Очистив свой участок, я услышал за спиной голос ротного: «Плохо работаешь». И ротный, вытащив изо рта окурок, бросил его себе под ноги. Он меня не выбирал, он унизил первого попавшегося за то, что хотел вот сегодня пойти на рыбалку, а вынужден был теперь следить за солдатским быдлом. Я поднял глаза. Они уперлись в плакат: «БОЕВОЙ УЧЕБЕ — БОЕВОЙ НАКАЛ». Затем глаза нацелились в живот ротного, и я искренне пожалел, что в руках у меня нет автомата. Я знал, что пройдет минут двадцать, десять или пять и уйдет из меня решительность. Но нужно было что-то сделать. Я подошел и отшвырнул сапогом окурок — и пошел на пять суток на гауптвахту, в ту камеру, что расположена дальше всего от отапливаемого коридора. Пошел с радостью, вспоминая белые от злобы глаза ротного.
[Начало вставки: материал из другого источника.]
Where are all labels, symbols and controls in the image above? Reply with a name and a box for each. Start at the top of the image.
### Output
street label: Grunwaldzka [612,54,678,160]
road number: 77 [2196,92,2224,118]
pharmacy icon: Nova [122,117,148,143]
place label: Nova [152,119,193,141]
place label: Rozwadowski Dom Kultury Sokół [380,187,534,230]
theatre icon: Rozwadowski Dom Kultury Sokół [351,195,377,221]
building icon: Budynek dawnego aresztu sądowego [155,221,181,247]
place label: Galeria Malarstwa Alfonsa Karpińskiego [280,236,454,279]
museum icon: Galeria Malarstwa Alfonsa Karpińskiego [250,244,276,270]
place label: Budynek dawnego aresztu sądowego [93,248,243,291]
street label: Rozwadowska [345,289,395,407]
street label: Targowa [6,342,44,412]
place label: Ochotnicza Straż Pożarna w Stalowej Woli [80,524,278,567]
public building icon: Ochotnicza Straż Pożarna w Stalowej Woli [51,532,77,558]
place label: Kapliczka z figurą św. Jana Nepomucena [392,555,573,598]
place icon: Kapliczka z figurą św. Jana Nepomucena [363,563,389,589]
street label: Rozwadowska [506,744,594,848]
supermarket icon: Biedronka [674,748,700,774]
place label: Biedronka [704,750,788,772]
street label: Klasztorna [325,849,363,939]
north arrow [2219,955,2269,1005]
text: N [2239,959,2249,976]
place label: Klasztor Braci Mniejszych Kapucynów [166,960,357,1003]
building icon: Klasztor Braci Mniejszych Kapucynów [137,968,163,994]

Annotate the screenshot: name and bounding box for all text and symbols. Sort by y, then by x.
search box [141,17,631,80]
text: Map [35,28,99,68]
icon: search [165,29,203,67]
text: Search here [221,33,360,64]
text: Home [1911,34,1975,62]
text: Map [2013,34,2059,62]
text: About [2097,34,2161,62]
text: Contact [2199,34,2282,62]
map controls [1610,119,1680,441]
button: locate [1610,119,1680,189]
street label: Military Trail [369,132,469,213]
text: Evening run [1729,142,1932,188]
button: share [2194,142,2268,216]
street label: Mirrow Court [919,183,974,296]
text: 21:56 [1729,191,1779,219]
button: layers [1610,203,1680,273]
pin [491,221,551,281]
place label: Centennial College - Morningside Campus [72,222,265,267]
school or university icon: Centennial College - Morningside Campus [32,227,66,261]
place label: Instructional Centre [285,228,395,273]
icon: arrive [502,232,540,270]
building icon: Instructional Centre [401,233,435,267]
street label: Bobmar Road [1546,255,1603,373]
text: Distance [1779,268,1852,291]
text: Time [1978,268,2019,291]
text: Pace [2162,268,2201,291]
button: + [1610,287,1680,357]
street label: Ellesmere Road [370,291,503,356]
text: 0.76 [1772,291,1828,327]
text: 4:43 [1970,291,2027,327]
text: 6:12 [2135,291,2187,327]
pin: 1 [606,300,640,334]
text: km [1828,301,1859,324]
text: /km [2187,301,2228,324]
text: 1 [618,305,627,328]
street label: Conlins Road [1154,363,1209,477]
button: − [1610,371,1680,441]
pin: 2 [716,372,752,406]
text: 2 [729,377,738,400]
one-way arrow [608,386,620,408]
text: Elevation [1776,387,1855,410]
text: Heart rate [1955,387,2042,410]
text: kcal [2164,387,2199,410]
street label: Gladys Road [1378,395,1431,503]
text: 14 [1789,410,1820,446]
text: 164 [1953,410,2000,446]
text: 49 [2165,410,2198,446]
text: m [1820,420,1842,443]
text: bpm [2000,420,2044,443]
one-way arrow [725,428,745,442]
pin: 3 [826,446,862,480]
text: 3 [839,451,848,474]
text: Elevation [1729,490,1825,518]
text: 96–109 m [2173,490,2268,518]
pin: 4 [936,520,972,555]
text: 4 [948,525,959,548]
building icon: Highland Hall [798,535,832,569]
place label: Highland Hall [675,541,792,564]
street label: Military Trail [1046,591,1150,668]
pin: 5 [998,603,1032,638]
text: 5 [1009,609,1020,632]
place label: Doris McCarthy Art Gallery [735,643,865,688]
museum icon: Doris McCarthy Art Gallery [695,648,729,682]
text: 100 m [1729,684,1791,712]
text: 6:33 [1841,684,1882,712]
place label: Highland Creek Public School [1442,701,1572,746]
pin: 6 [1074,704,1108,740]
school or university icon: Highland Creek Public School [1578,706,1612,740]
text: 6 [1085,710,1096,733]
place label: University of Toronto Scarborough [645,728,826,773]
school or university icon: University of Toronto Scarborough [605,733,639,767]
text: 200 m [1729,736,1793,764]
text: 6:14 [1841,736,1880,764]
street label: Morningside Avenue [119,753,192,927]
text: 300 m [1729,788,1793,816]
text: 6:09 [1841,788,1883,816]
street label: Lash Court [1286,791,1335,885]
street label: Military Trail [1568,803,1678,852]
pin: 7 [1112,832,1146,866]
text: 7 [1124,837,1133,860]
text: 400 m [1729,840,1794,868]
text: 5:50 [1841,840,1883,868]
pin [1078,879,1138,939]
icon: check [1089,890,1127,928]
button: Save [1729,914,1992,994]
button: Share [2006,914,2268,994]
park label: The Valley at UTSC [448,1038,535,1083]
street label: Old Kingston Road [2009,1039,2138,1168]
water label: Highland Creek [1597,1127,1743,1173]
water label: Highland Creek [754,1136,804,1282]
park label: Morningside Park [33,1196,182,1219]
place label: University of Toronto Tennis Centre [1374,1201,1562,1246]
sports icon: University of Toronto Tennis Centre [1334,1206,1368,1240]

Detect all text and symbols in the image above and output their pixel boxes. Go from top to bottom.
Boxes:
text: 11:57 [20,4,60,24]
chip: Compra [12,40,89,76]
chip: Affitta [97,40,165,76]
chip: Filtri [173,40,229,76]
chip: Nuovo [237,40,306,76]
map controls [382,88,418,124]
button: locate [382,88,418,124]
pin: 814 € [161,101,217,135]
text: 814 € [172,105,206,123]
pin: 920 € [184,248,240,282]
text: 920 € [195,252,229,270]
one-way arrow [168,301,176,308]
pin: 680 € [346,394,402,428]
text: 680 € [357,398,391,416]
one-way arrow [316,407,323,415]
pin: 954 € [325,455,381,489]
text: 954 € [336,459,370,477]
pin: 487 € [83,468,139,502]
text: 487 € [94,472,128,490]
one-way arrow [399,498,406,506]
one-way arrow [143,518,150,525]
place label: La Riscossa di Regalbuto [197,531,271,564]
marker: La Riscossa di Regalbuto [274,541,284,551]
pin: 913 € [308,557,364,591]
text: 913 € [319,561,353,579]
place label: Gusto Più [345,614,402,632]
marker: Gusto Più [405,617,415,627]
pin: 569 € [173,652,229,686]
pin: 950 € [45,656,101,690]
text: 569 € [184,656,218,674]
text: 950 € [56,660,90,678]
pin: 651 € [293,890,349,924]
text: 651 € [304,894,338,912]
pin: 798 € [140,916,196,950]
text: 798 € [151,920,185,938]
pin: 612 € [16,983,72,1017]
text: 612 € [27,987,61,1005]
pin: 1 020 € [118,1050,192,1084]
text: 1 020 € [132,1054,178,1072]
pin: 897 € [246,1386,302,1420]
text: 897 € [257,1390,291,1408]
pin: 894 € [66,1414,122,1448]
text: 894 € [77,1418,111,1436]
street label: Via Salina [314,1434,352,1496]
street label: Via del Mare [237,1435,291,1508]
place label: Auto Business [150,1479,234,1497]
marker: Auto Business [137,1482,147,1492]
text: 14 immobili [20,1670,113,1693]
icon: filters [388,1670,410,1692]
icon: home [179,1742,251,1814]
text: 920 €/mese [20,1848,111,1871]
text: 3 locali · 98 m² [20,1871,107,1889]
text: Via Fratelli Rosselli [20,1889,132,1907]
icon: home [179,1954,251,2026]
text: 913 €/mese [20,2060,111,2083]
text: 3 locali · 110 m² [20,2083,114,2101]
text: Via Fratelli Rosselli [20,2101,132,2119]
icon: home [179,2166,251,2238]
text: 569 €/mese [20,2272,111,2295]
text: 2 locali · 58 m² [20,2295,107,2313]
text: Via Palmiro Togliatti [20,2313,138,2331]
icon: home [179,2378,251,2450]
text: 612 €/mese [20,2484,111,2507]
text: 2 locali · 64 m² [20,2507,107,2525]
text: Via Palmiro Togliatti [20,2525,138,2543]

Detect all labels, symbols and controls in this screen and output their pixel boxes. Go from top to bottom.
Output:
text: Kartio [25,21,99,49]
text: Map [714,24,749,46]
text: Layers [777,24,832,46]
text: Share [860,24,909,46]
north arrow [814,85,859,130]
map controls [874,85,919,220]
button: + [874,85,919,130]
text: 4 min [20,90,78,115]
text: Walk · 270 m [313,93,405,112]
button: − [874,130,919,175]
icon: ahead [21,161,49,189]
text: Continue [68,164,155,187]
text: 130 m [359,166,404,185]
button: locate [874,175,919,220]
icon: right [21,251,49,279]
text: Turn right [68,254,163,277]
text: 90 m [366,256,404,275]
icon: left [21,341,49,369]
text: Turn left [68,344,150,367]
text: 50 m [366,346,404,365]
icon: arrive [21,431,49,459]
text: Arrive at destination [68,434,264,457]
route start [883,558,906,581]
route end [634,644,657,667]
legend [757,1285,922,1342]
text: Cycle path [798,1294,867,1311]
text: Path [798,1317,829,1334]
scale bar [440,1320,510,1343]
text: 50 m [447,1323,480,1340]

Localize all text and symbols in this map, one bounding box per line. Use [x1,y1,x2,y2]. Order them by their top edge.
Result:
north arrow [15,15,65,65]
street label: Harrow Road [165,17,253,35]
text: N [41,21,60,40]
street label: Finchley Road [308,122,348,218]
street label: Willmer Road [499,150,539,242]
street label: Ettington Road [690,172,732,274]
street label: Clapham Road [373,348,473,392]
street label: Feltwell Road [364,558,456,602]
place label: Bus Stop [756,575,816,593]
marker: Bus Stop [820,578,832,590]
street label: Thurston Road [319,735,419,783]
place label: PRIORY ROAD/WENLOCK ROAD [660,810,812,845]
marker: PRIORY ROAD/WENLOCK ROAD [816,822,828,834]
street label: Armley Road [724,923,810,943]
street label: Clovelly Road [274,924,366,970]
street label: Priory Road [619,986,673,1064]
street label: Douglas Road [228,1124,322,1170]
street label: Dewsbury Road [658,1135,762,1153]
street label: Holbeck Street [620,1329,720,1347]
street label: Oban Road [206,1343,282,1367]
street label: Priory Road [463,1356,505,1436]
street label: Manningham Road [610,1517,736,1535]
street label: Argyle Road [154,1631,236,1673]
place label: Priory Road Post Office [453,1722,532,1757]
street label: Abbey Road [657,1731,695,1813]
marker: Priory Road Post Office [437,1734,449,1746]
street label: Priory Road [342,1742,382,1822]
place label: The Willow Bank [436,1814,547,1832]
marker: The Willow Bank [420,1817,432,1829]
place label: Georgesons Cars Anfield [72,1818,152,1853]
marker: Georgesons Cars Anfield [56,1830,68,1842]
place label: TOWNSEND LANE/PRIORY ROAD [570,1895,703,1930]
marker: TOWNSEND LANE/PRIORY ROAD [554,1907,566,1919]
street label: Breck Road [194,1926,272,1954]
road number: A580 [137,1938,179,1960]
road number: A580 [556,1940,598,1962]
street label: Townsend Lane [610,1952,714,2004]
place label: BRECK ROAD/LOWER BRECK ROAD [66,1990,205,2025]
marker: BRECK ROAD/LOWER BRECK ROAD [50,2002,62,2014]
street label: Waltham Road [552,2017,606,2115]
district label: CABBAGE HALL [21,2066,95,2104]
На гауптвахте всегда думаешь много. Я сидел в холодной камере и мерз. В части постепенно надвигался вечер, а вместе с ним конец воскресника. Офицеры расходились домой, кто к женам, кто к бутылкам. Личный состав возвращался в казармы. И мне кажется, что если бы начальство умело читать солдатские мысли, то вряд ли оно было бы так спокойно.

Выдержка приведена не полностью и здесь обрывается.